Cette semaine, Israël a annoncé avoir commis une frappe aérienne en réponse à une cyberattaque, ce qui constituerait une première dans l’Histoire dont on se serait évidemment passés, mais qui n’en reste pas moins extrêmement intéressante à méditer. La transition n’est pas aisée, mais il convient de noter également un certain nombre de nouvelles du monde de la tech : Spotify dépasse la barre des 100 millions d’abonnés, la startup de coworking WeWork lance son entrée prochaine en Bourse, Google permettra prochainement de programmer automatiquement la suppression de certaines données au bout de quelques mois, raté pour SpaceX dont la capsule Dragon (qui est censée transporter des humains) a explosé en vol, Assange a été condamné à 50 semaines de prison, Facebook permettra à des chercheurs indépendants d’accéder à ses données pour mesurer l’impact sur la démocratie, et Huawei contre-attaque en accusant les US de porter atteinte à la souveraineté européenne – notons d’ailleurs le limogeage du Ministre de la Défense britannique après les leaks sur le compromis anglais sur le cas Huawei, qui a suscité l’ire de leurs cousins d’outre-Atlantique. En ce qui nous concerne, on parlera de la sanction de l’AMF contre Iliad pour infraction boursière, de la possibilité prochaine de faire des pétitions en ligne à l’Assemblée nationale et du nouveau record de l’inflation législative, bien que les textes soient mieux appliqués aujourd’hui qu’avant, à l’exception de l’open data des décisions de justice, ce qui fait une excellente transition avec notre dernier sujet, le fait que la France est dernière en ce qui concerne l’ouverture de la justice d’après l’UE. On se quitte sur un petit site marrant, le nombre de jours depuis le dernier scandale de Facebook, les nouveaux mots de vocabulaire franchouillards pour parler de trucs tech, un site psychédélique pour générer des portraits et un poème à partir d’un mot et de votre tête, et un petit article qui parle de la feuille de route d’Open Law, sur laquelle figure vos honorables serviteurs pour un chouette projet, un procès fictif sur la privatisation de la justice. Intéressé(e) ? Contactez-nous !

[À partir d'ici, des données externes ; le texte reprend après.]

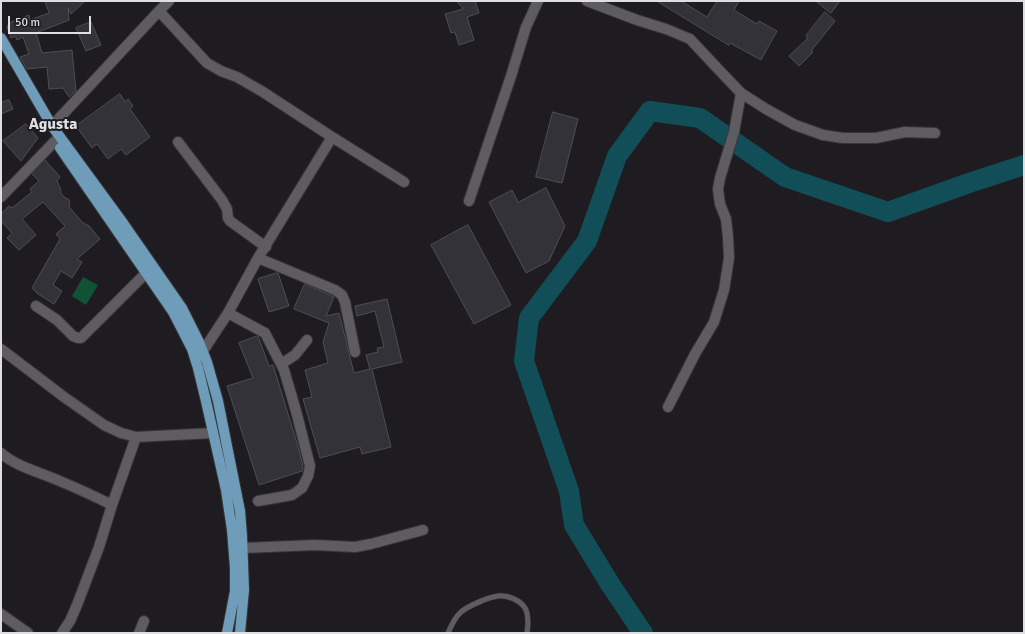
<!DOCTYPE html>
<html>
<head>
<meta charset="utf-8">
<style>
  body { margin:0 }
  #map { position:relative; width:1025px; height:634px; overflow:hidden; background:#1e1c20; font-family:Signika,sans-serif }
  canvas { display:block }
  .frame { position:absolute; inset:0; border:2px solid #dfdee1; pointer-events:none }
  .scale { position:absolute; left:8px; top:16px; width:83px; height:18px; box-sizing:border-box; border:2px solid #dfdee1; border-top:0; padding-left:5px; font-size:12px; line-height:14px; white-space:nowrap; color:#dfdee1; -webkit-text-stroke:3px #1e1c20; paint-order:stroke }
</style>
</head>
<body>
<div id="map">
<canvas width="1025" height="634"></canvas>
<div class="frame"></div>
<div class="scale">50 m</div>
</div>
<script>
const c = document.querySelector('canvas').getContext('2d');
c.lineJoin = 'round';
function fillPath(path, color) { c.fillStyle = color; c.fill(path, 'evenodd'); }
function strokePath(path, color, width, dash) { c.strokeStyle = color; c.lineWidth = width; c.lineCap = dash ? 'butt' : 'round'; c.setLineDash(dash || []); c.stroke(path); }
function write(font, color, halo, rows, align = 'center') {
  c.font = font + ' Signika,sans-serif'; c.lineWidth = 4; c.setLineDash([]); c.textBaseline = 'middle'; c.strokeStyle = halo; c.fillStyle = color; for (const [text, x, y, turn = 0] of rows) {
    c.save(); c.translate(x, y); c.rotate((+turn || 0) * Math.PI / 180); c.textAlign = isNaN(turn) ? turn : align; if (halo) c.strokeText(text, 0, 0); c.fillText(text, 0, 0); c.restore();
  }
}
fillPath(new Path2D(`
  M83,277L98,285L86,305L72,296Z`), '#115134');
strokePath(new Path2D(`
  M643,633L610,584L574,525L569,491L524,361L529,318L587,241L617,156L650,111L700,118L785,177L888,212L969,183L1024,165`), '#114e57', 20);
const building = new Path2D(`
  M45,1H85L71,14L68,8L69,20L36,33L42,53L72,50L76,91L69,97L63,88L49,89L47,67L27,69L20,57L29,54L23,37L17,40L15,36L11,38L7,27L9,23L29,15L30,20L49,13Z
  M457,1H475L479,13L467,17L474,40L459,45L455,32L451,33L445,14L463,9Z
  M657,1H681L707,17L717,1H739L734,10L757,24L759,21L777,31L761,60L730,43L729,45Z
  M816,1H840L831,13Z
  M825,12L835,21L811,51L813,52L799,66L789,56L808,38L806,36Z
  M91,22L101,45L86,51L76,28Z
  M120,94L125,102L128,99L133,106L130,109L150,137L126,155L121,149L108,159L97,144L92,148L76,126Z
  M9,100L13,109L1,114V103Z
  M553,112L578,119L562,183L536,177Z
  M26,124L38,138L21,161L3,141Z
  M45,160L60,177L57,181L61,190L60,192L65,198L68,199L70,202L69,207L83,223L89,226L100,239L77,259L82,262L72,278L61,271L53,285L62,291L54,304L38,294L33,289V286L60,239L56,234L65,226L43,202L22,219L36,235L19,250L7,238L12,233L1,221V214L9,206L12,208L32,192L30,189L39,181L32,174Z
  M546,188L565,226L549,261L526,273L489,202L512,190L518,202Z
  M468,225L511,305L474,324L431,245Z
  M276,273H278L289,306L269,312L258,279Z
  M305,284L334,297L326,316L339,313L354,373L370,369L366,355L378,352L377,348L384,347L375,311L357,316L355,306L387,299L402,362L372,369L391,447L362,454L360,447L320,458L303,399L312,397L305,370L328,363L323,342L329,323L294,309Z
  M258,336L269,366L273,365L297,443L303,466L302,471L259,485L227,386L253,378L239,343Z`);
fillPath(building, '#323238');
strokePath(building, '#4e4e54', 1);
const lane = new Path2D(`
  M448,633C451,626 455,617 461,612C468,606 489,597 498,596C508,595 520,600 525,608C529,615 528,626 527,633`);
const street = new Path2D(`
  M587,1L637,20L666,29L690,39L719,70L741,93L766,109L795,125L823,135L843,138H876L905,132L935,133
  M159,11L207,63L221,71L237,77L263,92L332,137L404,182
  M52,126L159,11L169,1
  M178,142L222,200L227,209L228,218L230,221L266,247
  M1,197L55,141
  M469,201L511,76L526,27L538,1
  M258,258L335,290L342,295L345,302L355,352
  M36,306L57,320L73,336L78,338H81L146,273
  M228,313L265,333L284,370L296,411L310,466L308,476L302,488L292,495L258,501
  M1,349L64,397L104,425L121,433L136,437L213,433
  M203,351L228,313L258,258L332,137
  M281,364L295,355L307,340
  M668,407L695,354L714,322L724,290L729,258L728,237L726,219L720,204L718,189L720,178L734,132L741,93
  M1,453C16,467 43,473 62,482C79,489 96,497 112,505
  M243,548L315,545L355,547L371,544L423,530
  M1,614L28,633
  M62,633L70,621L77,605L99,547L112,505L136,437
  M139,633L144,621`);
const primary = new Path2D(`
  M1,38L52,126L123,223L182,308L199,342L207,362L218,401L240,511L242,536L244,590L240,633
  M60,148L173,312L192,349L198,368L206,401L226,490L232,530L235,568V591L227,633`);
strokePath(lane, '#373639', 6);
strokePath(street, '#373639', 12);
strokePath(primary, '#373639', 12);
strokePath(lane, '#5e5c61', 5);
strokePath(street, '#5e5c61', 10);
strokePath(primary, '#6e9cb9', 10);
write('bold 16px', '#dfdee1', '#1e1c20', [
  ["Agusta",53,125]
]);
</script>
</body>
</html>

Faites la Maj, et à la semaine prochaine !

Le succès d’une bonne série d’heroic fantasy (c’est la période de Game of Thrones après tout) dépend tout autant de ses personnages principaux que de ses méchants : on se souviendra longtemps de Ramsay Bolton ou de Joffrey Baratheon, pas vraiment de Meryn Trant. Il semble que les États-Unis aient récemment trouvé le grand méchant de leur propre série : Huawei. Plongée dans l’intrigue du feuilleton du moment, Game of 5G.

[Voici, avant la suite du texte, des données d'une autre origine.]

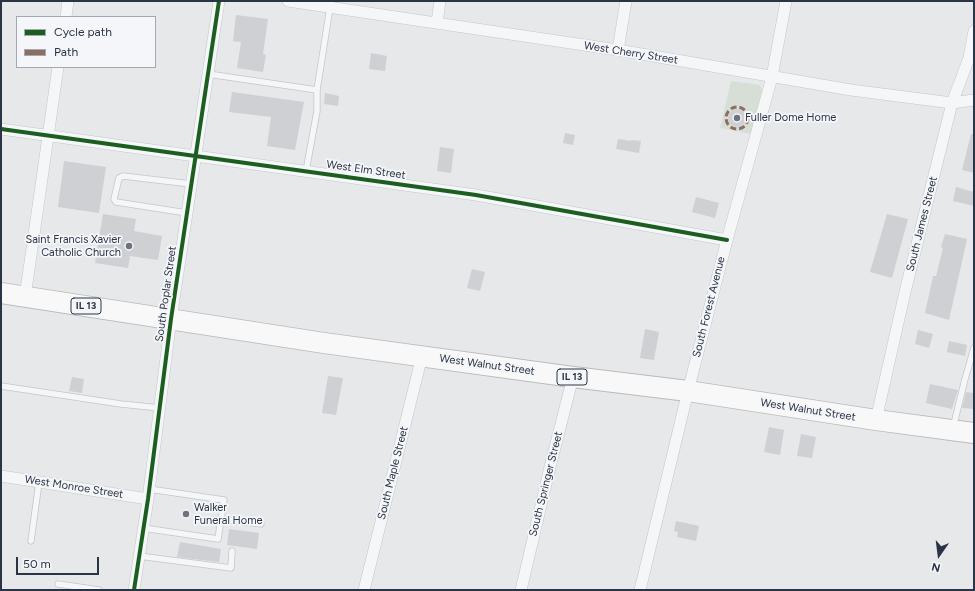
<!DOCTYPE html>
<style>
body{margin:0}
#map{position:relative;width:975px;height:591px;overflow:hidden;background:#e6e8ea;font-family:Figtree,sans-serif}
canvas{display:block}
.frame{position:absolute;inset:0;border:2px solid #2b3445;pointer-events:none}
.legend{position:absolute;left:16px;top:16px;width:140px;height:52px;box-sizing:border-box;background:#f4f6f9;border:1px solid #a4a8b1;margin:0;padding:5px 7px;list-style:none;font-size:12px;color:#2b3445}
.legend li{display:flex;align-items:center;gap:8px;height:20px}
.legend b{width:20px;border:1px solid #a4a8b1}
.north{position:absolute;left:919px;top:535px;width:40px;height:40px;-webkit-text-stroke:3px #f4f6f9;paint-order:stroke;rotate:194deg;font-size:11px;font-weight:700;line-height:16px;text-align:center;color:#2b3445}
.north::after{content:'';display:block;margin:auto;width:14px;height:18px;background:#2b3445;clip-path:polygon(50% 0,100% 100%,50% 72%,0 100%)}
.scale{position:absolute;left:16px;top:557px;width:83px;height:18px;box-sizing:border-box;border:2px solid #2b3445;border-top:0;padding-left:5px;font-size:12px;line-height:14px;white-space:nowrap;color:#2b3445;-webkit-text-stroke:3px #f4f6f9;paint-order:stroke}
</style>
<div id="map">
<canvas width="975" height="591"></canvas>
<div class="frame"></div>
<ul class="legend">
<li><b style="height:5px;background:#1b5e20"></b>Cycle path</li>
<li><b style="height:5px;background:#8d6e63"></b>Path</li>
</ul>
<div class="north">N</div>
<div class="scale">50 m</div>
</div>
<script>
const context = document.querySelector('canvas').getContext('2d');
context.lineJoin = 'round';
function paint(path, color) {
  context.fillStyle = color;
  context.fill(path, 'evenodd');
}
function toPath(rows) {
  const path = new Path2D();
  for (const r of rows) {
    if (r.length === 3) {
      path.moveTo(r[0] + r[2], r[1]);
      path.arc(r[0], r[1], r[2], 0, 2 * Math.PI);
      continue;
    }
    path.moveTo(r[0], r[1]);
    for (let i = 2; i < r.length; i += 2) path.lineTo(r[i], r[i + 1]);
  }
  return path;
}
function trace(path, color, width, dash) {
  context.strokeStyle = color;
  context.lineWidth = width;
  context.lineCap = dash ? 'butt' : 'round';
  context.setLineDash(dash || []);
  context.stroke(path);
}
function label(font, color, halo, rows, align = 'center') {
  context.font = font + ' Figtree,sans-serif';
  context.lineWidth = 3.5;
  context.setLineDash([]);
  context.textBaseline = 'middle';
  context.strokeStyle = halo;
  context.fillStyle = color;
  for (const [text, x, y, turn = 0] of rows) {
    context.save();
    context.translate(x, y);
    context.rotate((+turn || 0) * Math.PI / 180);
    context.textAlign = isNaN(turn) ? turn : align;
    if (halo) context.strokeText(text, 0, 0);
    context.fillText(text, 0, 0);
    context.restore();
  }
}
const green = toPath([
 [731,81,760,85,762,91,751,134,720,128],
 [737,109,745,113,746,119,743,125,735,127,731,125,728,119,730,112]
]);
const building = toPath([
 [236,15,268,19,263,54,266,55,263,72,237,68,241,42,233,41],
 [371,53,387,56,385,71,369,69],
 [232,92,304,102,295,150,267,146,271,117,229,112],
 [325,93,339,96,338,106,324,104],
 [737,118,9],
 [565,133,575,135,573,145,563,143],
 [971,134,974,134,974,173,962,170],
 [618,139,631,141,631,140,641,141,639,153,616,149],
 [440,147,454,149,451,173,437,171],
 [64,161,106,167,99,213,58,207],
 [956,187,974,192,974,206,953,201],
 [696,197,719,203,715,218,692,212],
 [103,214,136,219,134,231,162,236,158,260,130,256,128,268,95,263],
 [887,214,908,219,892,278,870,272],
 [945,234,967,239,949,320,925,313,933,276,936,276,943,248,941,247],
 [472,269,485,272,480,291,467,288],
 [645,329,659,332,654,360,640,358],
 [918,330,933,334,929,348,915,344],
 [949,341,967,345,965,356,947,352],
 [328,376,343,378,336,415,322,413],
 [72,377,84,379,82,393,69,391],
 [930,384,958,390,952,409,926,403],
 [966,392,974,393,974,409,962,408],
 [769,427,784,430,780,455,764,452],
 [801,434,816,437,812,458,797,456],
 [676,521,699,526,696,541,677,537,678,532,674,531],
 [229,529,259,533,257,549,227,545],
 [180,542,221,549,219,562,177,557]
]);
const lane = toPath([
 [208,74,317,90],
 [306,171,317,111,317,90,331,1],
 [187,213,116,202,114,199,119,178,123,176,191,184],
 [1,386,121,404,160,408],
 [953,428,965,379,974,348],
 [221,519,261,524],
 [143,528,218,539,224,500,149,489],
 [31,541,39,482],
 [139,556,231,568,232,551],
 [58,584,99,590]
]);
const street = toPath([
 [288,1,618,50,851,90,952,103,974,100],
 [66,17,68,1],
 [437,23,440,1],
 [618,50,626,1],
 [1,129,476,195,727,240],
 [25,297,58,67],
 [876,420,905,292,952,103,969,58,974,31],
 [1,476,148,499],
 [134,590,148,499,171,319,219,1],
 [364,590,422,356],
 [521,590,550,467,573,377],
 [640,590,688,391,727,240,772,77,786,1]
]);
const highway = toPath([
 [1,293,324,343,573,377,688,391,876,420,974,433]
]);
const quiet = toPath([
 [737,118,11]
]);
const cycleway = toPath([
 [1,129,476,195,727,240],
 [134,590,148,499,171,319,219,1]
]);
const markers = [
 [737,118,4,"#6c737f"],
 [129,246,4,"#6c737f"],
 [186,514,4,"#6c737f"]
];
const shields = [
 [86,306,30],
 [572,377,30]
];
const shieldNames = [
 ["IL 13",86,306],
 ["IL 13",572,377]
];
const streetNames = [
 ["West Cherry Street",631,53,9],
 ["West Elm Street",366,170,8],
 ["South James Street",922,224,-76],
 ["South Poplar Street",166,294,-82],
 ["South Forest Avenue",709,307,-76],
 ["West Walnut Street",487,365,8],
 ["West Walnut Street",808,410,9],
 ["South Maple Street",393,473,-76],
 ["South Springer Street",546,484,-76],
 ["West Monroe Street",74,487,9]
];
const poiNames = [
 ["Fuller Dome Home",745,118],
 ["Saint Francis Xavier",121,240,"right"],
 ["Catholic Church",121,253,"right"],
 ["Walker",194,508],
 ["Funeral Home",194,521]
];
paint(green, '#d6ded6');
paint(building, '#ced0d3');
trace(lane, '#c4c6c8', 7);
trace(street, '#c4c6c8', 12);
trace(highway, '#b8bbbf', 22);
trace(lane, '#f5f6f7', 5.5);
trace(street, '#f5f6f7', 11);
trace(highway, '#f8f8f8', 20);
trace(quiet, '#8d6e63', 3, [6, 3]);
trace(cycleway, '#1b5e20', 4);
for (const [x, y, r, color] of markers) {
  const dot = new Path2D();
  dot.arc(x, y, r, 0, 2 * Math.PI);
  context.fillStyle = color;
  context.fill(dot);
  trace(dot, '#f4f6f9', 1.5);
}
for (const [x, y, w] of shields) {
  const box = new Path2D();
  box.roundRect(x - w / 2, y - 8, w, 16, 3);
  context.fillStyle = '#f4f6f9';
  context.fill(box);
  trace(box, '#2b3445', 1);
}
label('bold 10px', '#2b3445', null, shieldNames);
label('11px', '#2b3445', '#f4f6f9', streetNames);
label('11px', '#2b3445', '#f4f6f9', poiNames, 'left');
</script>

Épisode pilote : posons les bases

C’est un secret de polichinelle que les États-Unis et la Chine sont engagés depuis près de deux décennies dans une cyberguerre d’espionnage économique d’une très grande ampleur, sur laquelle s’appuie la guerre commerciale actuelle. Les États-Unis accusent régulièrement la Chine de tenter de (ou de réussir à) s’introduire dans le systèmes informatiques de ses entreprises, pour en voler les secrets commerciaux et les innovations technologiques. La Chine se défend le plus souvent en pointant le manque de preuves et la portée géopolitique de ces accusations : quoi de mieux pour continuer à asseoir une hégémonie culturelle que de liguer l’Occident contre le grand méchant de l’Orient ?

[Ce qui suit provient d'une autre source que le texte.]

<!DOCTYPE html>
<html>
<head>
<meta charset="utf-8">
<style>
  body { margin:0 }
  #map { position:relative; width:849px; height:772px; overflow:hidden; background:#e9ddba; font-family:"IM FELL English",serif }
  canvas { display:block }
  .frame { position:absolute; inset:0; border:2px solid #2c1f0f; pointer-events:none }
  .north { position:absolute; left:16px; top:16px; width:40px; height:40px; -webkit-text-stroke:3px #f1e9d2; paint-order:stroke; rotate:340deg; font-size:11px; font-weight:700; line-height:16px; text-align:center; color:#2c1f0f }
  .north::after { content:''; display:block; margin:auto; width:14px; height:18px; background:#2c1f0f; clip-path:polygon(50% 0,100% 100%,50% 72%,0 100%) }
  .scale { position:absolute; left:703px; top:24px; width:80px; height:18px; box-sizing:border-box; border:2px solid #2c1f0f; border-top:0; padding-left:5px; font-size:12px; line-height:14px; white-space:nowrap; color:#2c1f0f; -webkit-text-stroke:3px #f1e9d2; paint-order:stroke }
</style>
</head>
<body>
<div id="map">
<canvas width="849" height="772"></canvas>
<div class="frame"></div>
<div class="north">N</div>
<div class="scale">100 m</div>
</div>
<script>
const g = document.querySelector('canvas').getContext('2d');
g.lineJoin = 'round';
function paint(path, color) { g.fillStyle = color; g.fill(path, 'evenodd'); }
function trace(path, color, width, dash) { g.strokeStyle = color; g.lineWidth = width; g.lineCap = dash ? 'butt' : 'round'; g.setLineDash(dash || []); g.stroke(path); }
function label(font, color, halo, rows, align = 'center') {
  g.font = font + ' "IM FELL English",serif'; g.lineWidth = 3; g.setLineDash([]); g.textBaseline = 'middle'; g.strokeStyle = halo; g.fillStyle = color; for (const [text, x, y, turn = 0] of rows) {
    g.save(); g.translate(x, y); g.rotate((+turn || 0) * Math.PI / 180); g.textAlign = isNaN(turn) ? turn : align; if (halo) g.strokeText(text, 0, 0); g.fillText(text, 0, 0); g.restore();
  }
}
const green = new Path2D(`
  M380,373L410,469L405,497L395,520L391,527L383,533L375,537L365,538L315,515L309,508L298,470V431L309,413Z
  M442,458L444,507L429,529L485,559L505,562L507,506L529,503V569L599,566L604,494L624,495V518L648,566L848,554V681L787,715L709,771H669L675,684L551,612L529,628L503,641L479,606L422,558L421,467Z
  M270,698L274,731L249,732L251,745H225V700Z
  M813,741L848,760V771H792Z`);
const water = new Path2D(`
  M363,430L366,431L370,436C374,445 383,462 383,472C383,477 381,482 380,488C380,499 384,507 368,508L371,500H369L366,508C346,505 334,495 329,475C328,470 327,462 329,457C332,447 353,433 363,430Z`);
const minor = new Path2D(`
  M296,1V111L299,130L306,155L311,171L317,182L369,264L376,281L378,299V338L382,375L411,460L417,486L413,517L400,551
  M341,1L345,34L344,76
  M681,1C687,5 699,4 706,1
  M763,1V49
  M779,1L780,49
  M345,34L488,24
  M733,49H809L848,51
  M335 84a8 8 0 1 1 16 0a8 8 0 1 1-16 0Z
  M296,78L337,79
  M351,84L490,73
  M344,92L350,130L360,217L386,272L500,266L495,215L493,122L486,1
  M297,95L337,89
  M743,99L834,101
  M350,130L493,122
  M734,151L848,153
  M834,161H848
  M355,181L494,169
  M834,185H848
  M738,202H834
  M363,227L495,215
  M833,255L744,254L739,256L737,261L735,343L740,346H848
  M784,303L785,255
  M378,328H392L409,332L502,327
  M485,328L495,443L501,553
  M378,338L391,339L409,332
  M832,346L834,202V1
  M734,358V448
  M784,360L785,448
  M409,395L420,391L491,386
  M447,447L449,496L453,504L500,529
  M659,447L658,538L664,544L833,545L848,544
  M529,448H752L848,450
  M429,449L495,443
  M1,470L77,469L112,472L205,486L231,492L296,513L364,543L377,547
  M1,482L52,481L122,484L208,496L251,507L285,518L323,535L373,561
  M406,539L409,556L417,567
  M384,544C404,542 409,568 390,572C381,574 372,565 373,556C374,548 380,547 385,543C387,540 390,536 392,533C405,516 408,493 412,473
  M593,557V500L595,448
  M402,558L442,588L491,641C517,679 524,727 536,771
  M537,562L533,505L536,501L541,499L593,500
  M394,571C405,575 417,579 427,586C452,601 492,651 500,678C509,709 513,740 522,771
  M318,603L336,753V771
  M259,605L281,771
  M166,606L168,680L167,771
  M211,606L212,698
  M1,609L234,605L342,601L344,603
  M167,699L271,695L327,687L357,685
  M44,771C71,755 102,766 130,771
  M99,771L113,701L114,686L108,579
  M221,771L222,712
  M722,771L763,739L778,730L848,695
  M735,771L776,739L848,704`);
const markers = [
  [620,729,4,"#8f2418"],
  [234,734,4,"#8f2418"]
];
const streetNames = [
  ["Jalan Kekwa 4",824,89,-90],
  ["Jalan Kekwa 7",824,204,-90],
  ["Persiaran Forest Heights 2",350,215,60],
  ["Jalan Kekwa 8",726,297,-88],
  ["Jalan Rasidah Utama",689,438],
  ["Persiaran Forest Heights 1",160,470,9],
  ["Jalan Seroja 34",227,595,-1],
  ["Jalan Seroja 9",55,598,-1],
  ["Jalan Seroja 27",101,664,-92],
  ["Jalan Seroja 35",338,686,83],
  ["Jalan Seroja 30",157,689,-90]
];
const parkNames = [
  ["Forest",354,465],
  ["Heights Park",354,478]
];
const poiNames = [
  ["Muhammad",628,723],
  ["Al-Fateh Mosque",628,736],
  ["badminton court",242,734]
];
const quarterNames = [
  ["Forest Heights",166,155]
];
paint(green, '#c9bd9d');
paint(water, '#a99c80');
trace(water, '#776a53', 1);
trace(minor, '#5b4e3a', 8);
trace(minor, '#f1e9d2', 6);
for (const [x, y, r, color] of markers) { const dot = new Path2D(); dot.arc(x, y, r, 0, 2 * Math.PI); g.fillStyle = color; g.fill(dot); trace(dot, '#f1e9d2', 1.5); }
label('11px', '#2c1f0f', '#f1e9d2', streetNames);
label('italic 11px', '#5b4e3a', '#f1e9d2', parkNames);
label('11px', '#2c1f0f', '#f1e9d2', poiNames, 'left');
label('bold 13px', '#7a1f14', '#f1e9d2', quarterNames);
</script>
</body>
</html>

Voilà les prémisses de notre show, faisons maintenant entrer Huawei (prononcer le “h” en expirant, puis ou-a-ou-ey de “hey !”). Fondée en 1987 par un ancien officier de l’Armée populaire de libération, la société est à la fois l’un des plus grand producteurs de smartphones au monde (en nombre de ventes, Huawei est deuxième après Samsung et avant Apple) et l’un des plus grands équipementiers et constructeurs de réseaux de télécommunications. L’entreprise emploie aujourd’hui plus de 170 000 salariés et opère dans plus de 170 pays, en prestant ses services pour la majorité des grands opérateurs télécoms mondiaux. Nous sommes donc face à un véritable géant du numérique, dominant à la fois en B2B et en B2C : le profil idéal pour un méchant.

Si les craintes des États-Unis ne sont pas récentes, elles se sont cristallisées il y a peu autour du développement du prochain réseau de télécommunications mobiles, cinquième génération, communément nommé 5G. Le réseau 5G est censé permettre à nos équipements mobiles d’atteindre des vitesses de connexion de très haut débit, et donc de permettre la réalisation d’un monde véritablement connecté où tous les objets communiquent pour fluidifier le reste de l’activité humaine. Huawei est aujourd’hui l’une des rares entreprises déjà prêtes à déployer le nouveau réseau, et est clairement la moins chère. Vous voyez venir le scénario ?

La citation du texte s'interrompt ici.